Departamento de Cirugía Digestiva, Escuela de Medicina, Pontificia Universidad Católica de Chile; Unidad de Endoscopia, Chile.
Rev Med Chil. 2023 Oct;151(10):1332-1343. doi: 10.4067/s0034-98872023001001332.
Barrett's esophagus (BE) is the condition in which a metaplastic columnar mucosa predisposed to neoplasia replaces the squamous mucosa of the distal esophagus. The current guidelines recommends that diagnosis requires the finding of intestinal metaplasia (IM) with goblet cells of at least 1 cm in length. BE affects approximately 1% of the general population and up to 14% of patients with gastroesophageal reflux disease (GERD). BE is a precursor of esophageal adenocarcinoma (EAC), which has increased in western countries. The main risk factors described for EAC associated with BE are male sex, age > 50 years, central obesity and tobacco use.
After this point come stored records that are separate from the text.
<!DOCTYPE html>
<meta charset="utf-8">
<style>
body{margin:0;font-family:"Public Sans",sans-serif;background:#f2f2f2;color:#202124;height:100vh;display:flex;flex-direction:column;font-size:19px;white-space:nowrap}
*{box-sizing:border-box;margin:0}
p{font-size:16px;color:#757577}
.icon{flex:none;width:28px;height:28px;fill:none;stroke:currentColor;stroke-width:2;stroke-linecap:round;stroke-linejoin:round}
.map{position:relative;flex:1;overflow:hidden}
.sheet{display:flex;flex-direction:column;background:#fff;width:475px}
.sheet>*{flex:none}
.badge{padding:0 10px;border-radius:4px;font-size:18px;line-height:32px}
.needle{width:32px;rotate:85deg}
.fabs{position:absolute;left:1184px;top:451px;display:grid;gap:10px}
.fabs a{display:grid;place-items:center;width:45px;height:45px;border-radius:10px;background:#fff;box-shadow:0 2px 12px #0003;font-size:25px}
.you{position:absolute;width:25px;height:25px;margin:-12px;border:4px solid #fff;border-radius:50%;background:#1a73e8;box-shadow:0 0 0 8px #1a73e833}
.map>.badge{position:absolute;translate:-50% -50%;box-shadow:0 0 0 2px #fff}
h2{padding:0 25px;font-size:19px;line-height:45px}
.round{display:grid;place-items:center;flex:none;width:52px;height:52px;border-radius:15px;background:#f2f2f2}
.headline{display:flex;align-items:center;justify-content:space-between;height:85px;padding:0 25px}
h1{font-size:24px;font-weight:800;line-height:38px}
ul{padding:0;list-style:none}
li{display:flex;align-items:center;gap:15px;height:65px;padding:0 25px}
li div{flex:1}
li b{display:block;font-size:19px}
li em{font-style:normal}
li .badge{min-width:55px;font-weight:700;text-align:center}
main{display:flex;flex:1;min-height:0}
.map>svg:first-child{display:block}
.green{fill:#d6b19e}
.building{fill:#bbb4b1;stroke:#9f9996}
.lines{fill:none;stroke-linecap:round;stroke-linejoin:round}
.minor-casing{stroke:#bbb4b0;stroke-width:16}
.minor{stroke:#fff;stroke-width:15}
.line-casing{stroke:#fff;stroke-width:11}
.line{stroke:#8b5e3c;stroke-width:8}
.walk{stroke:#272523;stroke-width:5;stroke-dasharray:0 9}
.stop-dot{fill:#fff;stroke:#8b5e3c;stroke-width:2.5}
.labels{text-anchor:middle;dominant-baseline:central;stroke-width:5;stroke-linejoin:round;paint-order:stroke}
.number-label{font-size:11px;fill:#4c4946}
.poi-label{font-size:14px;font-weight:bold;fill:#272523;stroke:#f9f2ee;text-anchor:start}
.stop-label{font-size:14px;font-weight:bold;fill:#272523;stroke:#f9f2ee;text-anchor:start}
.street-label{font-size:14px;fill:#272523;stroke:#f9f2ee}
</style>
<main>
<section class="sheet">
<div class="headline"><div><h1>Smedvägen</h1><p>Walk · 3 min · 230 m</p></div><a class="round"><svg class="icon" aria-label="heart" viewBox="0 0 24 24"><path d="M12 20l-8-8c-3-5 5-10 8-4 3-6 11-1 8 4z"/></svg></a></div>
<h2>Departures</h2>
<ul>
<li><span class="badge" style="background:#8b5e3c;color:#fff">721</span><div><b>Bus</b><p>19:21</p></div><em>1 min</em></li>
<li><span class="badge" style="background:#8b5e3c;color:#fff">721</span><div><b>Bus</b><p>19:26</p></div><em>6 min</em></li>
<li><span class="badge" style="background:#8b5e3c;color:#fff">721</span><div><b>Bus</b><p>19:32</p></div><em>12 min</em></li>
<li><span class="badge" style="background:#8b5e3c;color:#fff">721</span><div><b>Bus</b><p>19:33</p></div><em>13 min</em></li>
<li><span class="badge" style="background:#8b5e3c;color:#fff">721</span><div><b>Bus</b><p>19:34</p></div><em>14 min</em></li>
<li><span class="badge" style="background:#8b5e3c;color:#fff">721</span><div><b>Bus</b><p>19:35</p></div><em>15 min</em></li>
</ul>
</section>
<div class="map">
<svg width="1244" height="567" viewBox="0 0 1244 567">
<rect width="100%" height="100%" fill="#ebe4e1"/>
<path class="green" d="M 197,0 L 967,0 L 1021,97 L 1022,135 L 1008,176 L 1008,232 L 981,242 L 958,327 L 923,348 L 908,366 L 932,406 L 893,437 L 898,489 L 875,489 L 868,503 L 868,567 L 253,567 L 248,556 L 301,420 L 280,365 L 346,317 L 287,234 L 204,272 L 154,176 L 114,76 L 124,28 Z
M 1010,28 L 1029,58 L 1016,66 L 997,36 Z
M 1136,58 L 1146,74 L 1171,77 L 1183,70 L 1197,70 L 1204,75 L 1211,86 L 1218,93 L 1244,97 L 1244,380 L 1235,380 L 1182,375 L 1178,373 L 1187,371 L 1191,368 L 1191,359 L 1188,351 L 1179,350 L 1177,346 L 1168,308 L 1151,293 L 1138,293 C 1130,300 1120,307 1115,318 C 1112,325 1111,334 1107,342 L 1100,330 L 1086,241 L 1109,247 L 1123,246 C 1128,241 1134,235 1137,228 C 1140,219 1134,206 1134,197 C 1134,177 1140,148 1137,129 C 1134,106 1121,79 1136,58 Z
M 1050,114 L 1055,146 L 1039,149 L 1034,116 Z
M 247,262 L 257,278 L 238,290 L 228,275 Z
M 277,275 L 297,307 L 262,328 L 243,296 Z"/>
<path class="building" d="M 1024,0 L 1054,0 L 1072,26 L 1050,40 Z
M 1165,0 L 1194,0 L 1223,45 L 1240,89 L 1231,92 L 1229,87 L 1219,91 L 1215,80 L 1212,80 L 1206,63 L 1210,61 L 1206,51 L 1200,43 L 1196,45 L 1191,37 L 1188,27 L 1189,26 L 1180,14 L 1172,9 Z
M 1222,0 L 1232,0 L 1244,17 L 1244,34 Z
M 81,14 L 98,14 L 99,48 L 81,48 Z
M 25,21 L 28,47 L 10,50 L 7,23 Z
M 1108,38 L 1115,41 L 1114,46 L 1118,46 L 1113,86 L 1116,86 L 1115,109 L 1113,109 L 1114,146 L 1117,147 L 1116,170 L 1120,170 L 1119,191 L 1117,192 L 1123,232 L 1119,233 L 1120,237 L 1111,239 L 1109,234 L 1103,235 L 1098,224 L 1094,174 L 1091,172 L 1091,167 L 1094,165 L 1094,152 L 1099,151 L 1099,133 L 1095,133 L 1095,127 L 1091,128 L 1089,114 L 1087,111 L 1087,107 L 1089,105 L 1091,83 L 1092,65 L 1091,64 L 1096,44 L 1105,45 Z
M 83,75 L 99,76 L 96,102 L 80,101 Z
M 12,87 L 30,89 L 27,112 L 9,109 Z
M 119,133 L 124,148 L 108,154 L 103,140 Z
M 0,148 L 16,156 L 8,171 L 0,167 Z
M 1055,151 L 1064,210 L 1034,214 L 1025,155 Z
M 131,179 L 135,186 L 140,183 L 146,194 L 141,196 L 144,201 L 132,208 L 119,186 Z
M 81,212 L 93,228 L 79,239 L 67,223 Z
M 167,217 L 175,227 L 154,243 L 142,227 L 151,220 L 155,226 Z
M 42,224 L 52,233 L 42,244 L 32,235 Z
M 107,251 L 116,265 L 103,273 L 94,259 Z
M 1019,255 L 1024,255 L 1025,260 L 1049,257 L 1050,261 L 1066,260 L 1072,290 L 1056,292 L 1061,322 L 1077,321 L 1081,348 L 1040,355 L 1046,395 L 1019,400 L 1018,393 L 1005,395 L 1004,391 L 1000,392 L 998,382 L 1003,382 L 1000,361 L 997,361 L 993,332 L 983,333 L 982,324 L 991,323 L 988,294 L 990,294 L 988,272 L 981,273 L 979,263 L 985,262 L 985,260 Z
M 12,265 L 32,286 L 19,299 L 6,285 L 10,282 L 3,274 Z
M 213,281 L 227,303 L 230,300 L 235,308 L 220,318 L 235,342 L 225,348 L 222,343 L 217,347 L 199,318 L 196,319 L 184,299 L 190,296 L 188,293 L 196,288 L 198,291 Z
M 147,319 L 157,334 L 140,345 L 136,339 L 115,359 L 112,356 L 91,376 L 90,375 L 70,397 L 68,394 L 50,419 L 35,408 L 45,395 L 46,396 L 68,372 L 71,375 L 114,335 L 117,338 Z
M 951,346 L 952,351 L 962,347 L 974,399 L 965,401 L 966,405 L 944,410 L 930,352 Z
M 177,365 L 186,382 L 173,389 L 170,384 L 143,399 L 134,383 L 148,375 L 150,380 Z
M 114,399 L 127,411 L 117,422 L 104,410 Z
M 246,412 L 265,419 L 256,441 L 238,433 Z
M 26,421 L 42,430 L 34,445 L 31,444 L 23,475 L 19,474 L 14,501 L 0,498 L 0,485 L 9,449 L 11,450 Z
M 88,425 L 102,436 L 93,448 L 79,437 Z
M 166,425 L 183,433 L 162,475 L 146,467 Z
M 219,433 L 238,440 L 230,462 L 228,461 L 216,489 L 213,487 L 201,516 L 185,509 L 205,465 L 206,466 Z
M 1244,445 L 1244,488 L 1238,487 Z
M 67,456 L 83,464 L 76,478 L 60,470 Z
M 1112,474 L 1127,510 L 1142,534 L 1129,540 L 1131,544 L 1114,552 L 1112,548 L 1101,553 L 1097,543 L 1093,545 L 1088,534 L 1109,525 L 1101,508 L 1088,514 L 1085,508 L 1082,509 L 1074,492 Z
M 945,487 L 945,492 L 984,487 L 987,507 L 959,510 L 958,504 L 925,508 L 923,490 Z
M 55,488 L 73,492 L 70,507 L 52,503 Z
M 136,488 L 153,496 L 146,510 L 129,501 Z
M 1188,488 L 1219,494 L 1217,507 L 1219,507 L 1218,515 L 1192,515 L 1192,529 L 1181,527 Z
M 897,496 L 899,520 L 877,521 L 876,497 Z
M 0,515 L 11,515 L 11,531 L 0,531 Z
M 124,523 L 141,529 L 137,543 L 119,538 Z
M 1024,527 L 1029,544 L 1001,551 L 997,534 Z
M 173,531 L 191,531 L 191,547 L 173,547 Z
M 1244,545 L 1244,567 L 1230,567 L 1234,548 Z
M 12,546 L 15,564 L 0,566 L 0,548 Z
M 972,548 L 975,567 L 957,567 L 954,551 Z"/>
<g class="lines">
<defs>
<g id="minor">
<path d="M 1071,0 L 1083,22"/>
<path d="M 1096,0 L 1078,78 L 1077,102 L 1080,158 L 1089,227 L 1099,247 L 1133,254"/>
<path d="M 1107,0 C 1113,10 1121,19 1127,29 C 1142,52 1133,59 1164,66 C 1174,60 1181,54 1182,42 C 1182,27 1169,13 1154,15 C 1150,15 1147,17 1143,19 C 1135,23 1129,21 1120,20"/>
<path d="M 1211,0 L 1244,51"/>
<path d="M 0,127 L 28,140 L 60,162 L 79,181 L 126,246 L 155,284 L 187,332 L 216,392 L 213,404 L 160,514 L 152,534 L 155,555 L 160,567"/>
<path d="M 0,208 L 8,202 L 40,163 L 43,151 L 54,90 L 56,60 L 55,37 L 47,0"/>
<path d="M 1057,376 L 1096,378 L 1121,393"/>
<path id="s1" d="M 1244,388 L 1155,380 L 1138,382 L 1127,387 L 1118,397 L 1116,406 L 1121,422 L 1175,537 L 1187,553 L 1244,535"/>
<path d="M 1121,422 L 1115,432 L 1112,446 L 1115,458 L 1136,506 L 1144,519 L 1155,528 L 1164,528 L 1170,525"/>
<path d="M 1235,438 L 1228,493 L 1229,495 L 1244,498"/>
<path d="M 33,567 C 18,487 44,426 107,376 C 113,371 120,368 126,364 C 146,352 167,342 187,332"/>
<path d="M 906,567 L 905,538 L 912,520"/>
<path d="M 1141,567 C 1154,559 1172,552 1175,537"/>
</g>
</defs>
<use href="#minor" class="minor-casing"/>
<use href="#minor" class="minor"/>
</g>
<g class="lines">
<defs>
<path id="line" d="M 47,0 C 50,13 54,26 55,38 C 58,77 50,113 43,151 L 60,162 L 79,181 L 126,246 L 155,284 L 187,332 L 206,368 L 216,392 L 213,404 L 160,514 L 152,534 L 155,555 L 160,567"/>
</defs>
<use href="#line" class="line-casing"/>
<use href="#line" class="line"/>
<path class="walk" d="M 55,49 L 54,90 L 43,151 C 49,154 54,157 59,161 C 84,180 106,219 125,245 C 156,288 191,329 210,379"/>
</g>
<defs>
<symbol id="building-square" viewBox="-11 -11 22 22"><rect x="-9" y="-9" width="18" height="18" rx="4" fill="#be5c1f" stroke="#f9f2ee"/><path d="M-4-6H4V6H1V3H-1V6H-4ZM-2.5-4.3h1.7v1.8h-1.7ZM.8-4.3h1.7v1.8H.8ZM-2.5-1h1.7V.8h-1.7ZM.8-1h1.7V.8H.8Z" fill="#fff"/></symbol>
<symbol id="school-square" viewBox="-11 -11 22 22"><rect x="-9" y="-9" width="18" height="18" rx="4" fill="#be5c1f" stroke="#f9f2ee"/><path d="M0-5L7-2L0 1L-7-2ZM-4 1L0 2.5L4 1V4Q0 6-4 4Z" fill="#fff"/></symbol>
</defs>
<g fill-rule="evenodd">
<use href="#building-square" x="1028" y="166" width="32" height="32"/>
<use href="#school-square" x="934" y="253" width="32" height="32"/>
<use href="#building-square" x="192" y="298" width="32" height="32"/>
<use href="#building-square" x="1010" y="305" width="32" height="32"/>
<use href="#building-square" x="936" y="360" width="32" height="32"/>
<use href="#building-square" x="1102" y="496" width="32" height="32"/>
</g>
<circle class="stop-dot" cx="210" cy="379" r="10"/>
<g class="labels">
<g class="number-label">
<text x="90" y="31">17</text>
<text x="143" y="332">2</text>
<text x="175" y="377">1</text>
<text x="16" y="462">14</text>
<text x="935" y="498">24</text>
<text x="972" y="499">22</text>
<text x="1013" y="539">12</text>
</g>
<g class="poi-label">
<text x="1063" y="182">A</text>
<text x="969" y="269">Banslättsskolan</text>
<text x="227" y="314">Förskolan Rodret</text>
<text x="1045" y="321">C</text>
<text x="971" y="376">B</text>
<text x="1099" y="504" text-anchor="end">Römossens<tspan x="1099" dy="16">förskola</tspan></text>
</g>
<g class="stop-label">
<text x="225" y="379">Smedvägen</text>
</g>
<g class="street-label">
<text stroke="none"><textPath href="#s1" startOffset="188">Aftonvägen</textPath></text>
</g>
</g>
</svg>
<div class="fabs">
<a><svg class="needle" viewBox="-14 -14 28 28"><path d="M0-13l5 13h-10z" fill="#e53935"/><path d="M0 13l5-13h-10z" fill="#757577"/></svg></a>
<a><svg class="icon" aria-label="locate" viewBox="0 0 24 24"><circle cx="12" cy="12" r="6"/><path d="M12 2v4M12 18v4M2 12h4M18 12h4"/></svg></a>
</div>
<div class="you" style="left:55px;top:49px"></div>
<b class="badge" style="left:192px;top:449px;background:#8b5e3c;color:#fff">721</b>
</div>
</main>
Annual risk of EAC in patients with BE without dysplasia, low grade (LGD) and high-grade dysplasia is 0,1-0,3%, 0,5% y 5-8%, respectively. Treatment of non-dysplastic BE consists mainly of a healthy lifestyle change, chemoprevention with proton pump inhibitors and surveillance endoscopy every 3 to 5 years. It is recommended that from the presence of LGD patients are referred to an expert center for confirmation of the diagnosis, stage and thus define their management. In patients with BE and dysplasia or early-stage cancer, endoscopic therapy with resection and ablation is successful in about 90% of the patients. The main adverse event is esophageal stricture, which is managed endoscopically.
巴雷特食管(BE)是指远端食管的鳞状黏膜被易发生肿瘤的化生柱状黏膜所取代的一种病症。当前指南建议,诊断需要发现至少1厘米长的含有杯状细胞的肠化生(IM)。BE影响约1%的普通人群,在胃食管反流病(GERD)患者中比例高达14%。BE是食管腺癌(EAC)的前驱病变,在西方国家其发病率有所上升。与BE相关的EAC的主要危险因素包括男性、年龄>50岁、中心性肥胖和吸烟。无发育异常、低级别(LGD)和高级别发育异常的BE患者发生EAC的年风险分别为0.1 - 0.3%、0.5%和5 - 8%。非发育异常性BE的治疗主要包括健康生活方式的改变、使用质子泵抑制剂进行化学预防以及每3至5年进行一次监测性内镜检查。建议一旦发现LGD患者应转诊至专家中心以确诊、分期并确定治疗方案。对于有发育异常或早期癌症的BE患者,内镜下切除和消融治疗在约90%的患者中取得成功。主要不良事件是食管狭窄,可通过内镜进行处理。